◆ Aim of the exercise
From the data, return each line holding the word "canvas".

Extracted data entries
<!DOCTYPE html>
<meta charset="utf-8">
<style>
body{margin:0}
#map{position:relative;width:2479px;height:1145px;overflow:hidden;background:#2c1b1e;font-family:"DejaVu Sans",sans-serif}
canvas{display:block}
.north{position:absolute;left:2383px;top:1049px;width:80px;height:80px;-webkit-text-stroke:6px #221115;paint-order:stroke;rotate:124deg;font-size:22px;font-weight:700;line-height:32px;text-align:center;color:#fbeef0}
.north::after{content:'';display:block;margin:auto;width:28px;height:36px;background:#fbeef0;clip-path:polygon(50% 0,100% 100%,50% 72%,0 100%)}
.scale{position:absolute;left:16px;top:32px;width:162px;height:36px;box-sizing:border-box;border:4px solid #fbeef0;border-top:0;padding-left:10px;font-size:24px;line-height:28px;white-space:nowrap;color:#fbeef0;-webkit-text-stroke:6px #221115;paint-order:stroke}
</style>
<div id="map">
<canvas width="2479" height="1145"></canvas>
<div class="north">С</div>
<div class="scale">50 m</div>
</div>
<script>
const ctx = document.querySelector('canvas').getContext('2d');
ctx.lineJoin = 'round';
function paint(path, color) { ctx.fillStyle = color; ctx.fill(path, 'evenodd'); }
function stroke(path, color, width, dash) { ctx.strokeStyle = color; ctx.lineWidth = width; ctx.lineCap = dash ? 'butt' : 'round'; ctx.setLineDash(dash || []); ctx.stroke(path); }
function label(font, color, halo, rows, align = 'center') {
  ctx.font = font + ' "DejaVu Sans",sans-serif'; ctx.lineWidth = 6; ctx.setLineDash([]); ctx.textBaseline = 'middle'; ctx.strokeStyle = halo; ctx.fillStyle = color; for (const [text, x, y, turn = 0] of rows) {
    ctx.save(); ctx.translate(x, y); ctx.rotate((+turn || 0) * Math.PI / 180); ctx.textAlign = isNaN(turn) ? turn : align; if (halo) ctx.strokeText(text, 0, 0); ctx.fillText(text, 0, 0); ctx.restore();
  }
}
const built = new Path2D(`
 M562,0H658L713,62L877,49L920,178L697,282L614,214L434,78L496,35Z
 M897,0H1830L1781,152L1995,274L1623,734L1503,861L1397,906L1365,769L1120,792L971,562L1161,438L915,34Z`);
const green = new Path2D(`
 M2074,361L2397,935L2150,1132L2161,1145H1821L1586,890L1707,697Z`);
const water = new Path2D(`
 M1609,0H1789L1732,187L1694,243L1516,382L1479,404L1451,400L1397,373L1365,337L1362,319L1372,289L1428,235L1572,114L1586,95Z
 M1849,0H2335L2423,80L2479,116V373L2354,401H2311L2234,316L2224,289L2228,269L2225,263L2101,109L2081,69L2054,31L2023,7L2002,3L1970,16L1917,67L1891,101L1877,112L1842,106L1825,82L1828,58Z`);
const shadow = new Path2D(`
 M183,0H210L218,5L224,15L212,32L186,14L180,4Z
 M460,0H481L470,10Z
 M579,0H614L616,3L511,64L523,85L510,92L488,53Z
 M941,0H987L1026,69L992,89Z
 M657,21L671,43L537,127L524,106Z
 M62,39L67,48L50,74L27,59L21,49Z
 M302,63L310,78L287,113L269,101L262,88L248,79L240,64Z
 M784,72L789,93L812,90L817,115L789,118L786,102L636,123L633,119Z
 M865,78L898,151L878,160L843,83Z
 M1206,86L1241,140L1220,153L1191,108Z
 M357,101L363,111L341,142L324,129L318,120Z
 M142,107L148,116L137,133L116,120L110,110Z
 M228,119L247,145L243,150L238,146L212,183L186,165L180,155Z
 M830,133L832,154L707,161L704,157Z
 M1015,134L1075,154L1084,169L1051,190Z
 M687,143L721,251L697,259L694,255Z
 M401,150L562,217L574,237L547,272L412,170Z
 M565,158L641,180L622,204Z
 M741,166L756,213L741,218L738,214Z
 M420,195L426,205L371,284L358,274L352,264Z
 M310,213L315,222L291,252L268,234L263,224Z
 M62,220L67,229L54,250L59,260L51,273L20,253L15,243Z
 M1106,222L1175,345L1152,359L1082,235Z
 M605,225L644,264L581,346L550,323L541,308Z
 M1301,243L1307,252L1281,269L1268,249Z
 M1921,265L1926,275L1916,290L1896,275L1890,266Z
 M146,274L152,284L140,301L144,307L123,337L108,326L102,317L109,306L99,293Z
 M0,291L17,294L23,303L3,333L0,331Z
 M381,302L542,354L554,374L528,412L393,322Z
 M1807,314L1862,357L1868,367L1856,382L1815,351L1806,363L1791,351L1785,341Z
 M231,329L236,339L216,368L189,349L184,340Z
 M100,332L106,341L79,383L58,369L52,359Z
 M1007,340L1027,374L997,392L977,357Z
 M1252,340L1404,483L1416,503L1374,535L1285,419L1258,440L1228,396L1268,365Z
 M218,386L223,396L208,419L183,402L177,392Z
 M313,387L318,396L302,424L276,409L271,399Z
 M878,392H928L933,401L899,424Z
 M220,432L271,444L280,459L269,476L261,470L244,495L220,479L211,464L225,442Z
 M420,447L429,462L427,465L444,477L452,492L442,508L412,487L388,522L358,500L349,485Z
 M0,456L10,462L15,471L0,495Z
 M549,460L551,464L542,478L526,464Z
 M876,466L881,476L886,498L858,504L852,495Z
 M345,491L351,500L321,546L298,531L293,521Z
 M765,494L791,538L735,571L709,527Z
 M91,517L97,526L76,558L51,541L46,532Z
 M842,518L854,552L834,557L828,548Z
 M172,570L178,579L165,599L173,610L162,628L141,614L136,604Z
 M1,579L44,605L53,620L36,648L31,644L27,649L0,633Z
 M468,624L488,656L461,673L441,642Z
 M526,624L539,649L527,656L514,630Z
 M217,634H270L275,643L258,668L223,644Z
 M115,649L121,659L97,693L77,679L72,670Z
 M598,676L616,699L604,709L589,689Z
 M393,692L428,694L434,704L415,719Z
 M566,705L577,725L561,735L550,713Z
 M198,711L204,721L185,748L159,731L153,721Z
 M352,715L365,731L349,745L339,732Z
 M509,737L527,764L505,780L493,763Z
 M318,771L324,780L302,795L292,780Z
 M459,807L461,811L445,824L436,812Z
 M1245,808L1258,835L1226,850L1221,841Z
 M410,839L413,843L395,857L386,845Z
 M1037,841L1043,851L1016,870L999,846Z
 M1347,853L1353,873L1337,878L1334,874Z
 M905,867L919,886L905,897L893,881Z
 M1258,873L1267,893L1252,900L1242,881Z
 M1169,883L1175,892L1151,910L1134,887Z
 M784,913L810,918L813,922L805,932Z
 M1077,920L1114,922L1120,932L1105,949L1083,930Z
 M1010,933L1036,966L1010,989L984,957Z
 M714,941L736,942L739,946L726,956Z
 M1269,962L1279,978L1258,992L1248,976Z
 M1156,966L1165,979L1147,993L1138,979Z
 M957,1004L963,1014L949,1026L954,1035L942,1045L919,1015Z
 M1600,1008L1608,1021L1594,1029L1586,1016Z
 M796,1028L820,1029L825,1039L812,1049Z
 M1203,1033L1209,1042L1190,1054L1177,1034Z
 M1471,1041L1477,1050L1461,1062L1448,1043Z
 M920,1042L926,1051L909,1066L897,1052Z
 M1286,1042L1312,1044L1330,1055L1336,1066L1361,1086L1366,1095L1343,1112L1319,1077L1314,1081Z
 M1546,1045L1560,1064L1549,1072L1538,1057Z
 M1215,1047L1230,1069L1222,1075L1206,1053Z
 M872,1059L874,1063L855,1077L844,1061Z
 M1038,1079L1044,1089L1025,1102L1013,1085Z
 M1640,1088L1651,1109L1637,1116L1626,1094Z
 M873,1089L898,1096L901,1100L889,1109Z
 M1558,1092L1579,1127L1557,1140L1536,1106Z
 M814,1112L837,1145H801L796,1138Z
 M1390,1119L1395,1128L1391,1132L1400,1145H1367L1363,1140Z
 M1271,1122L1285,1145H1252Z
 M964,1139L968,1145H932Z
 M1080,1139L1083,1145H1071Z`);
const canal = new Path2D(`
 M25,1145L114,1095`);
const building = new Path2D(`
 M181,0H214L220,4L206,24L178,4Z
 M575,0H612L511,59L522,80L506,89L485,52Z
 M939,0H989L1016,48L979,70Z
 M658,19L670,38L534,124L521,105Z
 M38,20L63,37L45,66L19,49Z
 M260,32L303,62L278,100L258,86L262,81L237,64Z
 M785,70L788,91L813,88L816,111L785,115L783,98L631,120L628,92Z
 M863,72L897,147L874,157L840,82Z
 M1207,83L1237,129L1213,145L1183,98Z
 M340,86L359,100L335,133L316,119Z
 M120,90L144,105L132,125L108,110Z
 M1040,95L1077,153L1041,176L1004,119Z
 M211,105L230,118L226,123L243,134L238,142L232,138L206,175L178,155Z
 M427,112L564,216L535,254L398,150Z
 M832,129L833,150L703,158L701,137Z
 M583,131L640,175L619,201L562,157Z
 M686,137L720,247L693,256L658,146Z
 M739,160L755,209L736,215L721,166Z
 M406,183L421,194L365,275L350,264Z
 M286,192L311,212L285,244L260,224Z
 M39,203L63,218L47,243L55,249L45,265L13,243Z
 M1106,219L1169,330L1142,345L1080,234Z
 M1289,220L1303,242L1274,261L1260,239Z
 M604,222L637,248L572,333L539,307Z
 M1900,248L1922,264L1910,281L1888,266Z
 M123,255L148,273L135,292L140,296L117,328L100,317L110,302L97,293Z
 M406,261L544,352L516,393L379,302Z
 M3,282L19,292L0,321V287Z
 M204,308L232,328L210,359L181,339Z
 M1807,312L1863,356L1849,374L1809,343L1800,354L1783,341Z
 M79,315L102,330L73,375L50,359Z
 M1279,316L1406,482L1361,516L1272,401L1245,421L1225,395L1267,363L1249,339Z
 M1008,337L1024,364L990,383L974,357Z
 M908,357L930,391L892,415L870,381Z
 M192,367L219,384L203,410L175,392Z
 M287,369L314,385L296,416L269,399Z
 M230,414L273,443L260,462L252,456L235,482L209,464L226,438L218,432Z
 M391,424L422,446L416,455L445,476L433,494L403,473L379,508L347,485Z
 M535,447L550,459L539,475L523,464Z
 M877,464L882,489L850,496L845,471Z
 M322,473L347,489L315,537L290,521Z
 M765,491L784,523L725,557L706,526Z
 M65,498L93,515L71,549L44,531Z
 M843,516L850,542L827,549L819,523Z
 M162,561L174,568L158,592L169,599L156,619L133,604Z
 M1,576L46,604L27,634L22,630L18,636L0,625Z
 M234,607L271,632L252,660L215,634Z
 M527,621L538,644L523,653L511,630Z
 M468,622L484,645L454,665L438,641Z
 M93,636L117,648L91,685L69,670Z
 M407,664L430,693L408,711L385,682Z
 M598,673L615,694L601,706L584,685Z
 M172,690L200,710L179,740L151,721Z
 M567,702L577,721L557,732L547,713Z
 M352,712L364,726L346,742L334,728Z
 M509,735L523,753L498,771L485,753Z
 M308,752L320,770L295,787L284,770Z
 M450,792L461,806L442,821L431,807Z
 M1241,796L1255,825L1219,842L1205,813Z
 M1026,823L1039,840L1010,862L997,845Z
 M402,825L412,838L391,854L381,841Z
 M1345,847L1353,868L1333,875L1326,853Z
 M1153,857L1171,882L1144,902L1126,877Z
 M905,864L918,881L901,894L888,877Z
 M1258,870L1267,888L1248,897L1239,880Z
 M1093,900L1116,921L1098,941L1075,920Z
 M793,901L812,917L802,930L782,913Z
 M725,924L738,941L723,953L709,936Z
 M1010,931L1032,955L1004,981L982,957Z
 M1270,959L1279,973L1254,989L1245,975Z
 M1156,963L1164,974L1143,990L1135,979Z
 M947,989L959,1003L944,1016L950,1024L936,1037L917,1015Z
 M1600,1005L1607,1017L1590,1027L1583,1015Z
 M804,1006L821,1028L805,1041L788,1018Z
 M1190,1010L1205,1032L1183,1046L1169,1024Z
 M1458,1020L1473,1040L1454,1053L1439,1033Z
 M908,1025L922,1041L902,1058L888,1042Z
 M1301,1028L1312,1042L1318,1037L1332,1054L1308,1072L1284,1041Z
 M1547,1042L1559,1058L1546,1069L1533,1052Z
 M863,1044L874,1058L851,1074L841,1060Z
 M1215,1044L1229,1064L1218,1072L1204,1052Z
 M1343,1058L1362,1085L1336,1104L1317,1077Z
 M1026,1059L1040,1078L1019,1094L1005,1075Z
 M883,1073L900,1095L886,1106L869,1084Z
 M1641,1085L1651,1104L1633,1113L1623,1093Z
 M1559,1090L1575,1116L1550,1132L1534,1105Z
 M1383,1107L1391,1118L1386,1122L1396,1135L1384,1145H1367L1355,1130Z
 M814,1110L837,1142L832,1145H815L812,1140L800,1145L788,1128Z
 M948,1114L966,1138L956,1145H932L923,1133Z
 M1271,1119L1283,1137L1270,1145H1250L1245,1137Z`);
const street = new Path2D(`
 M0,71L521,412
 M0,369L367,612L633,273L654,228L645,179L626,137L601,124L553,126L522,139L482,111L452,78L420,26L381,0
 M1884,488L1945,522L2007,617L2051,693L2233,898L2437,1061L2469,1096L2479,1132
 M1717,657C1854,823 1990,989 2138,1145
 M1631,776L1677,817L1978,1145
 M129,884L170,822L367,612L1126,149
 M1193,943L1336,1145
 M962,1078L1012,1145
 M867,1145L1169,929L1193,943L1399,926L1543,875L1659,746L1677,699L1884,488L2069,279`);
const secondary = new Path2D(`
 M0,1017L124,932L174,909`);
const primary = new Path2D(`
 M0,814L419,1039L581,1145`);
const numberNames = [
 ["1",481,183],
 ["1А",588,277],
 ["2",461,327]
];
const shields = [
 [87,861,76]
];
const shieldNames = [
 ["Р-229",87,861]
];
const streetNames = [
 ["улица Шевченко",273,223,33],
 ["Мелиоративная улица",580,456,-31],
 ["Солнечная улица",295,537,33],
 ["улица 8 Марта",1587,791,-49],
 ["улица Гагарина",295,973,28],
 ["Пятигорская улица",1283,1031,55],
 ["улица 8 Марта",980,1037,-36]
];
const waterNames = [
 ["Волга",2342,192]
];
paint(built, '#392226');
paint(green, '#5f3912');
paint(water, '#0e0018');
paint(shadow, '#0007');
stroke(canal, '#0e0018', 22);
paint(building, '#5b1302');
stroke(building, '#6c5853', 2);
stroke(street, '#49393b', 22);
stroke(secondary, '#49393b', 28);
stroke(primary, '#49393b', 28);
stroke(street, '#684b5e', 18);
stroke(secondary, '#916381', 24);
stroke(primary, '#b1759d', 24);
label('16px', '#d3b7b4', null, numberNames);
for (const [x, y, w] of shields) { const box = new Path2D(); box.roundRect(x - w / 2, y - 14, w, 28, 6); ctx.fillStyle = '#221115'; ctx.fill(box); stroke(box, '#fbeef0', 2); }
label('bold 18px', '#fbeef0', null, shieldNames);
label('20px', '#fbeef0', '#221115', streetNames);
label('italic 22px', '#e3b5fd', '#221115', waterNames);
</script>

◆ Answer below
canvas{display:block}
<canvas width="2479" height="1145"></canvas>
const ctx = document.querySelector('canvas').getContext('2d');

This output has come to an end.